START Data provided
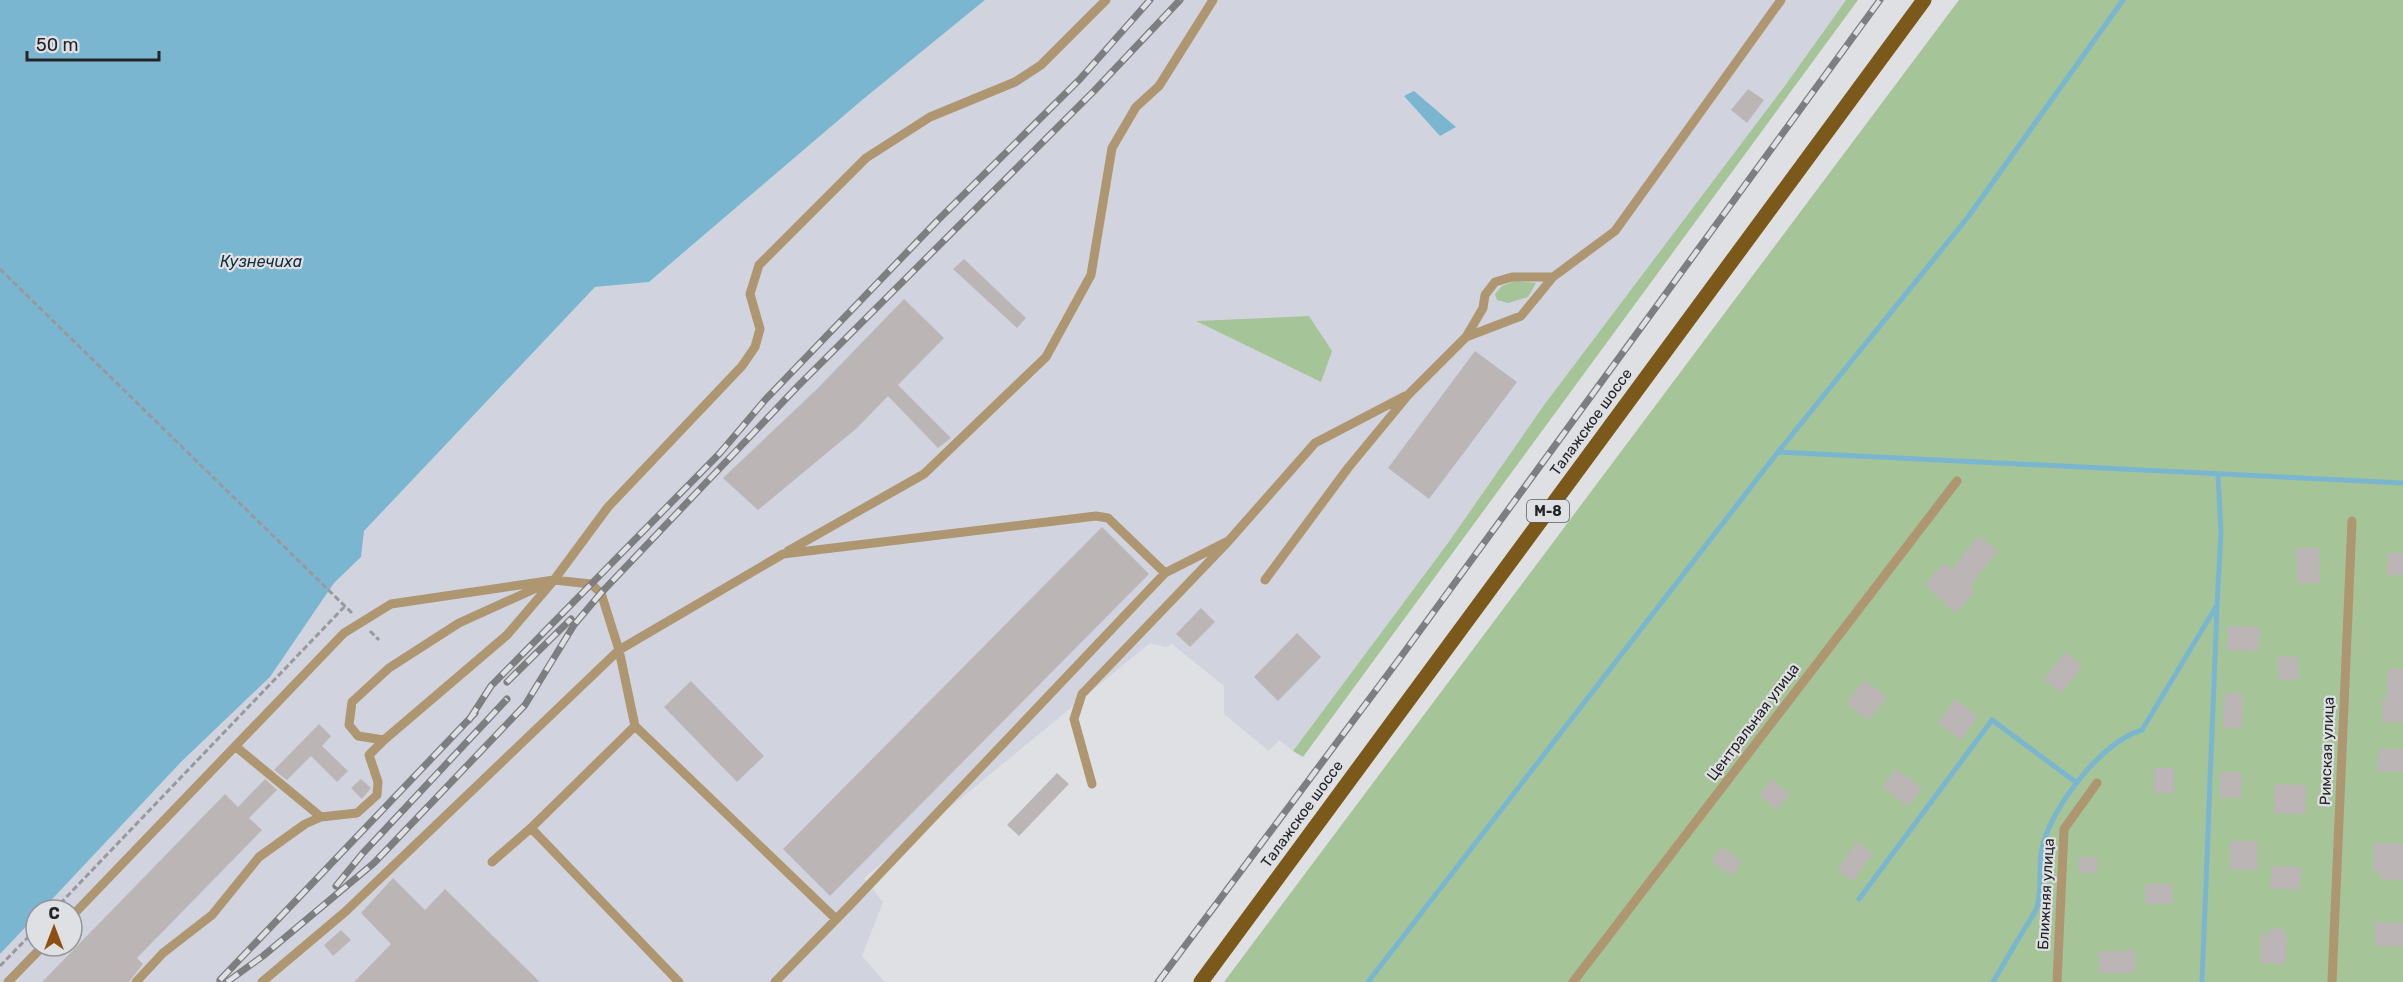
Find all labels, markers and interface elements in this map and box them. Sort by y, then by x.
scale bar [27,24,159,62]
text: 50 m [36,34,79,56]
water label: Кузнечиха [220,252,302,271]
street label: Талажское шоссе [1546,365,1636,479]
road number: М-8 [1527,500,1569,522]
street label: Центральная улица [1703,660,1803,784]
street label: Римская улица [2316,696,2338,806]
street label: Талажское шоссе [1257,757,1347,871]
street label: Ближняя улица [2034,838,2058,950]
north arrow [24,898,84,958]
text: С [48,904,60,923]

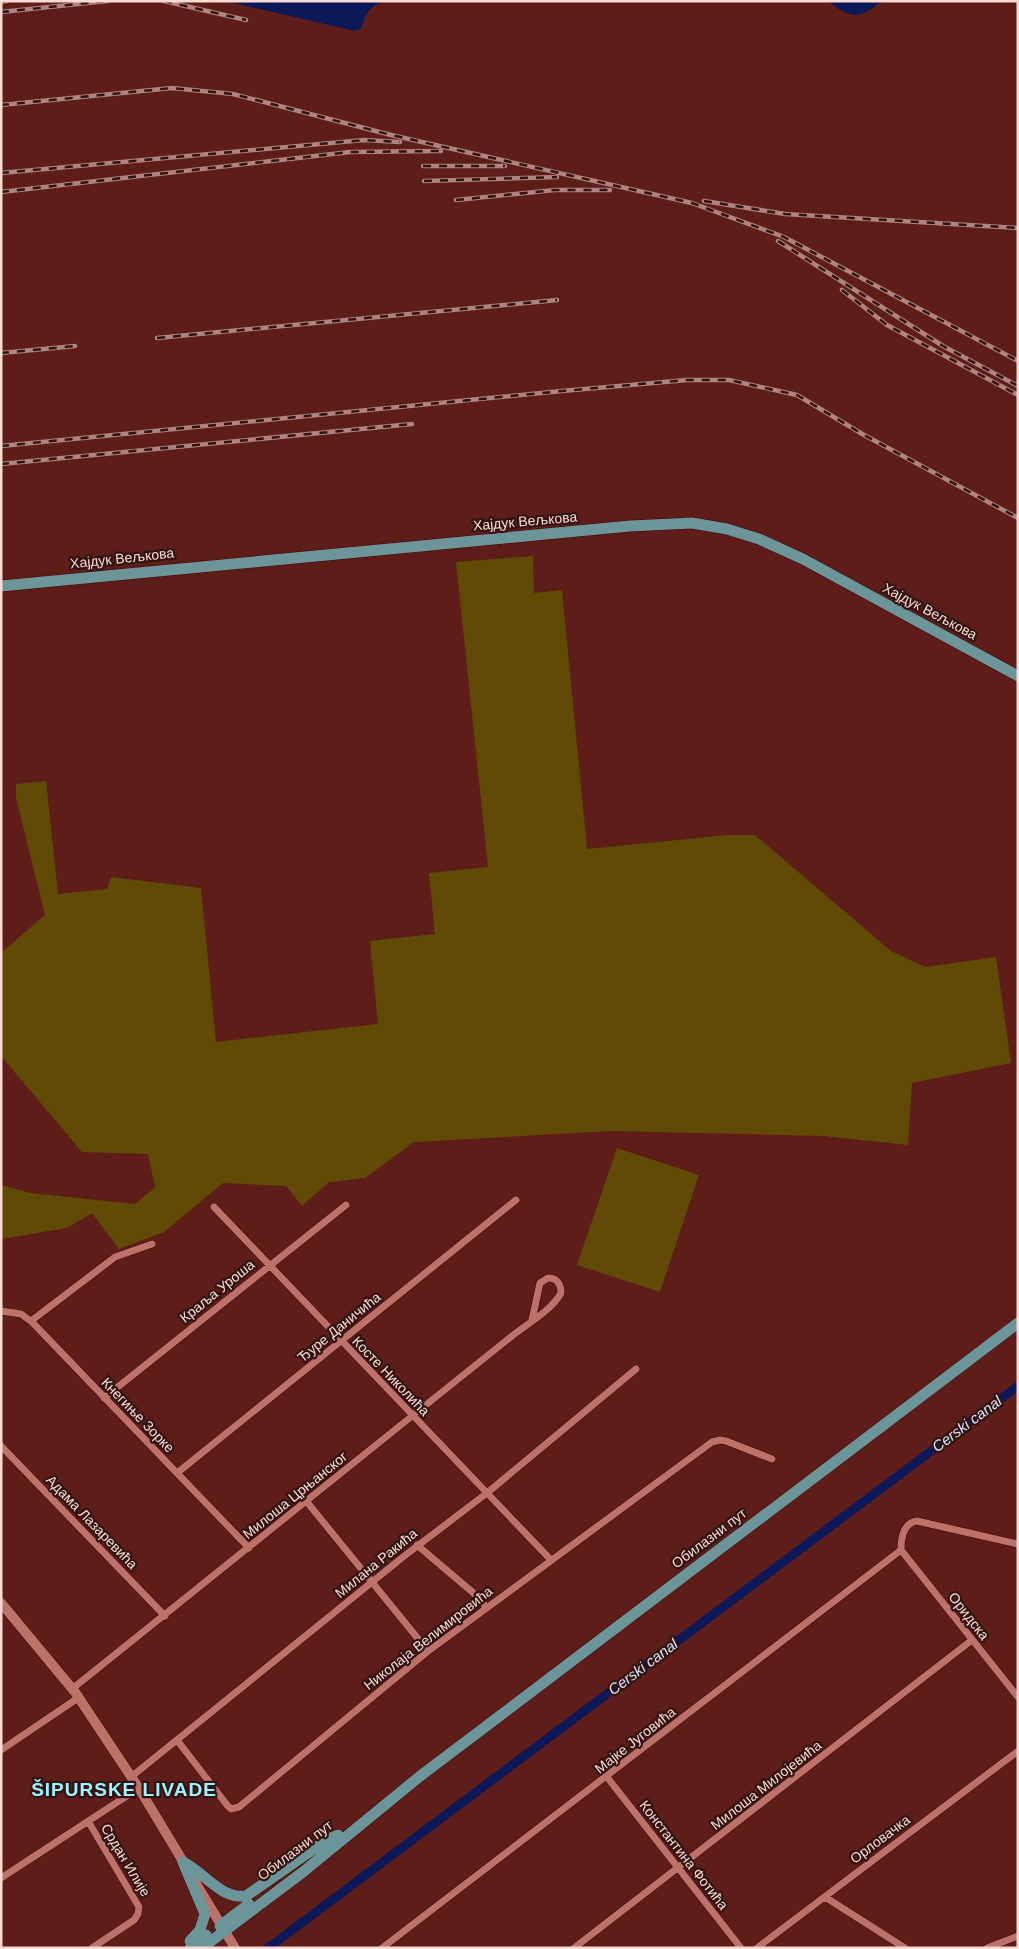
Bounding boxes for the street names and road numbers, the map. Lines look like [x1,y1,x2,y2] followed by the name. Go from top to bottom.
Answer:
END Data provided
Your goal
Without the pictures, restate all of the entries above verbatim.

Response box
Find all labels, markers and interface elements in this map and box them. Sort by y, then by x.
scale bar [27,24,159,62]
text: 50 m [36,34,79,56]
water label: Кузнечиха [220,252,302,271]
street label: Талажское шоссе [1546,365,1636,479]
road number: М-8 [1527,500,1569,522]
street label: Центральная улица [1703,660,1803,784]
street label: Римская улица [2316,696,2338,806]
street label: Талажское шоссе [1257,757,1347,871]
street label: Ближняя улица [2034,838,2058,950]
north arrow [24,898,84,958]
text: С [48,904,60,923]

Bounding boxes for the street names and road numbers, the map. Lines look like [x1,y1,x2,y2] followed by the name. Go from top to bottom.
Answer:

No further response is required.